Data items:
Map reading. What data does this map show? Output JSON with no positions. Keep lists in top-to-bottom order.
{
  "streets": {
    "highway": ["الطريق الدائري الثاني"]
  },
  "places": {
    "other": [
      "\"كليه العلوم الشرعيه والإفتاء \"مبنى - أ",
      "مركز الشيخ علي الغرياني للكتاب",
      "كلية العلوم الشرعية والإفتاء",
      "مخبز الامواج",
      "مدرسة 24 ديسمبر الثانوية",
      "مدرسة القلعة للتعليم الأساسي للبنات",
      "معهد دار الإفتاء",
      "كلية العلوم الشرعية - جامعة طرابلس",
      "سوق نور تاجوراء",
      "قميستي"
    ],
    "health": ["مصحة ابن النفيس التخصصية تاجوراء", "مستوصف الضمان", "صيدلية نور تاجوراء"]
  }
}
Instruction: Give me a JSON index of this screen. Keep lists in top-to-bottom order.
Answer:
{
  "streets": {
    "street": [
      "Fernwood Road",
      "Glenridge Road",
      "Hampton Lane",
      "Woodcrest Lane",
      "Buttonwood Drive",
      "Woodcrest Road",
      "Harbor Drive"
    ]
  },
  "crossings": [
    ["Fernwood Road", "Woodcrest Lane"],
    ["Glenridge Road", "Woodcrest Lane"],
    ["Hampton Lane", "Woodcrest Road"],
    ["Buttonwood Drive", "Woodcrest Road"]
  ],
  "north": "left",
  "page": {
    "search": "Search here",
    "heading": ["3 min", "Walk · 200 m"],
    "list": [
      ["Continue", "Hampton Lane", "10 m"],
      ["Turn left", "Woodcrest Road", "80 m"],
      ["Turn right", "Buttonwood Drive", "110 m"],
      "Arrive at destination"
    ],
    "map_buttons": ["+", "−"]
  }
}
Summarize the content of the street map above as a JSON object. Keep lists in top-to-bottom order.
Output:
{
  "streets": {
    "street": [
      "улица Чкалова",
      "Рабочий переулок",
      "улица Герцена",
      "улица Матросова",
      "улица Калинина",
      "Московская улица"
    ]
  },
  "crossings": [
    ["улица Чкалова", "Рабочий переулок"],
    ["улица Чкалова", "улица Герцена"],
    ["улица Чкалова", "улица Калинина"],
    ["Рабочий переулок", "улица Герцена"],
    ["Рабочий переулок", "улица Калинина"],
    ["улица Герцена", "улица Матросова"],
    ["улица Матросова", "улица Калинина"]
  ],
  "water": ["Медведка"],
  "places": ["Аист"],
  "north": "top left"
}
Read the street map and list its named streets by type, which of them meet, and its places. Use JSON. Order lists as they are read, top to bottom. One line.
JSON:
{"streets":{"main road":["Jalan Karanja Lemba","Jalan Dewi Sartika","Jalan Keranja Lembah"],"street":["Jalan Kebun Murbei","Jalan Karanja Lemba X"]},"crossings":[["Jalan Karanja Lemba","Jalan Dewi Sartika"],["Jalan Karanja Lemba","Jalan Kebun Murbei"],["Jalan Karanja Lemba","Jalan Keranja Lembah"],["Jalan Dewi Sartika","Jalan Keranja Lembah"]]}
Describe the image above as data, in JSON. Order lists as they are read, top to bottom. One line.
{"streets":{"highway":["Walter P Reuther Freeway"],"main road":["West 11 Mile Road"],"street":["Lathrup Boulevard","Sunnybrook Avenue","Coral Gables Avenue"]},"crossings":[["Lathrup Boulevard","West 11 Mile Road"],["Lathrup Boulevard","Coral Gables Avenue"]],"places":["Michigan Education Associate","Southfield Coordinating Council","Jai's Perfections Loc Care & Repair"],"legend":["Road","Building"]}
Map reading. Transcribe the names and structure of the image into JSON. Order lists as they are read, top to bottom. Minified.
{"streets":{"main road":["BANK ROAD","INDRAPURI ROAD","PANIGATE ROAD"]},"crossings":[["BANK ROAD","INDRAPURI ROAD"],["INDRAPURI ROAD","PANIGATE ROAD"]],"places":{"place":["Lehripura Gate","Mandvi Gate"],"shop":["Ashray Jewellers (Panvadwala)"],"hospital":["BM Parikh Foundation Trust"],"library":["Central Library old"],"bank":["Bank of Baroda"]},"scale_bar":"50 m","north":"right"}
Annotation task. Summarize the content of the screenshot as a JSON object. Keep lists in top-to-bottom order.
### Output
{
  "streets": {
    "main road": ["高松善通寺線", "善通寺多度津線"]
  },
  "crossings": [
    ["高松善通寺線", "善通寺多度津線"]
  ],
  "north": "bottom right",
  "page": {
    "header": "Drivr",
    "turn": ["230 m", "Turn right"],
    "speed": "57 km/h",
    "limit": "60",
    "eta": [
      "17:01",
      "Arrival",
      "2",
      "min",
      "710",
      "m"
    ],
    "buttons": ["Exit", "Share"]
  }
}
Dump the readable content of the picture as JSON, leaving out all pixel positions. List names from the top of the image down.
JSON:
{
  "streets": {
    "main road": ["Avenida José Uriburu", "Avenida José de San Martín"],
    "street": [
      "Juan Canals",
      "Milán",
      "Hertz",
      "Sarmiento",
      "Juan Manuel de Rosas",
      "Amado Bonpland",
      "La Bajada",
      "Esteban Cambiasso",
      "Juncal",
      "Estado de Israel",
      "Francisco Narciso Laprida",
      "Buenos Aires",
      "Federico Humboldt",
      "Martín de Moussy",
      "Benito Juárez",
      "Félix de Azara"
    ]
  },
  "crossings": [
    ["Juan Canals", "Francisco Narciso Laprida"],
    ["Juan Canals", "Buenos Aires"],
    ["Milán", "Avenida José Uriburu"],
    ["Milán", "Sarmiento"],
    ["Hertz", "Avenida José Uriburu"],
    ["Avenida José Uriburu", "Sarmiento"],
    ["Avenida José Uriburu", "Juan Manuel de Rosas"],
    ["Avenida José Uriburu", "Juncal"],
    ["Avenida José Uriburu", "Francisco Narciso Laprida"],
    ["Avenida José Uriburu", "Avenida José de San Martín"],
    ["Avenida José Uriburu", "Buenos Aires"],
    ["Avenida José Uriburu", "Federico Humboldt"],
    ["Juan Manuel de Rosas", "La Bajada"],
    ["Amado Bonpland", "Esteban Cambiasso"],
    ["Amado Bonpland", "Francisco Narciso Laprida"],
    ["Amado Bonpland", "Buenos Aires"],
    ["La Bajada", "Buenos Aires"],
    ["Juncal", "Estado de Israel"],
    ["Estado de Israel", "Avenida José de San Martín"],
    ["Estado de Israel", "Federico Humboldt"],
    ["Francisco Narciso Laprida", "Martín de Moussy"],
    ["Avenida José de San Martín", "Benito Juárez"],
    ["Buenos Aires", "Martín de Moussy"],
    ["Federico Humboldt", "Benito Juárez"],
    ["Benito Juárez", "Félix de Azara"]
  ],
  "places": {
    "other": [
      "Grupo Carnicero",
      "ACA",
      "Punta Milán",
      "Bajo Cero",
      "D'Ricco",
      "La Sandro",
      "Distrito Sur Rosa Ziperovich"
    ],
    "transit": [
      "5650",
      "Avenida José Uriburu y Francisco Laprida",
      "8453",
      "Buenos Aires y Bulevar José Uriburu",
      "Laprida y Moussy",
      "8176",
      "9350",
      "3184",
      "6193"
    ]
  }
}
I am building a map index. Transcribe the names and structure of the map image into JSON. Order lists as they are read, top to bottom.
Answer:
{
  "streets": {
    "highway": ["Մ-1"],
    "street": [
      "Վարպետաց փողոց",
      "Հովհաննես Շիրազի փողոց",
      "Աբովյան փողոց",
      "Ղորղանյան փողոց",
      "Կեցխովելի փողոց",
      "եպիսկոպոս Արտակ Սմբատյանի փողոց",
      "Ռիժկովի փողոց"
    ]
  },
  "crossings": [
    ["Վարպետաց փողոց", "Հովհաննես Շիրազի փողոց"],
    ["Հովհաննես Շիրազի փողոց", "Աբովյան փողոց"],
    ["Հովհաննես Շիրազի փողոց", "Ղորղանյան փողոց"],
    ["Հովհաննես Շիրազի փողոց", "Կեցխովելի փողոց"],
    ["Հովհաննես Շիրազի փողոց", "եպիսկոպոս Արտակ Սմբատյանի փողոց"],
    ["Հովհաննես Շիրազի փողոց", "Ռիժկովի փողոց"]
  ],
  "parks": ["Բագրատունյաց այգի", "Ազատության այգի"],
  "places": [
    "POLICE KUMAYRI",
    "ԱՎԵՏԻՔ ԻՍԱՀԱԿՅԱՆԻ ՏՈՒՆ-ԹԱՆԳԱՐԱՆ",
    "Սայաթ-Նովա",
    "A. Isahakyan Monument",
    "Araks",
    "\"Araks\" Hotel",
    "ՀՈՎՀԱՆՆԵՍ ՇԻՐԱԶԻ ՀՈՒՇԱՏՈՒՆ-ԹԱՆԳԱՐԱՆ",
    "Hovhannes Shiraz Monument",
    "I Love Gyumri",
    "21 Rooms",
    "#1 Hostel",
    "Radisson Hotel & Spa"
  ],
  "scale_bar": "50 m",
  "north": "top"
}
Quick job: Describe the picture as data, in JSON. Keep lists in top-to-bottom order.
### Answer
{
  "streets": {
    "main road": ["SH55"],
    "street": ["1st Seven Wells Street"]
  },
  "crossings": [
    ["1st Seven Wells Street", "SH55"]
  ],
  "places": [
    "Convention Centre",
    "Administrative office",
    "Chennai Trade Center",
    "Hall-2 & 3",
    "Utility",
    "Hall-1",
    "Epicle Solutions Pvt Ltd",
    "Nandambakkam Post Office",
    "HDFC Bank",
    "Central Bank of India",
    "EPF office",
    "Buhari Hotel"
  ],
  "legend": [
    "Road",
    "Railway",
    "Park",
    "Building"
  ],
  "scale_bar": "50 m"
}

* Your objective: The answer must be every line of the records that contains the word "Transcribe".

* Result:
Map reading. Transcribe the names and structure of the image into JSON. Order lists as they are read, top to bottom. Minified.
I am building a map index. Transcribe the names and structure of the map image into JSON. Order lists as they are read, top to bottom.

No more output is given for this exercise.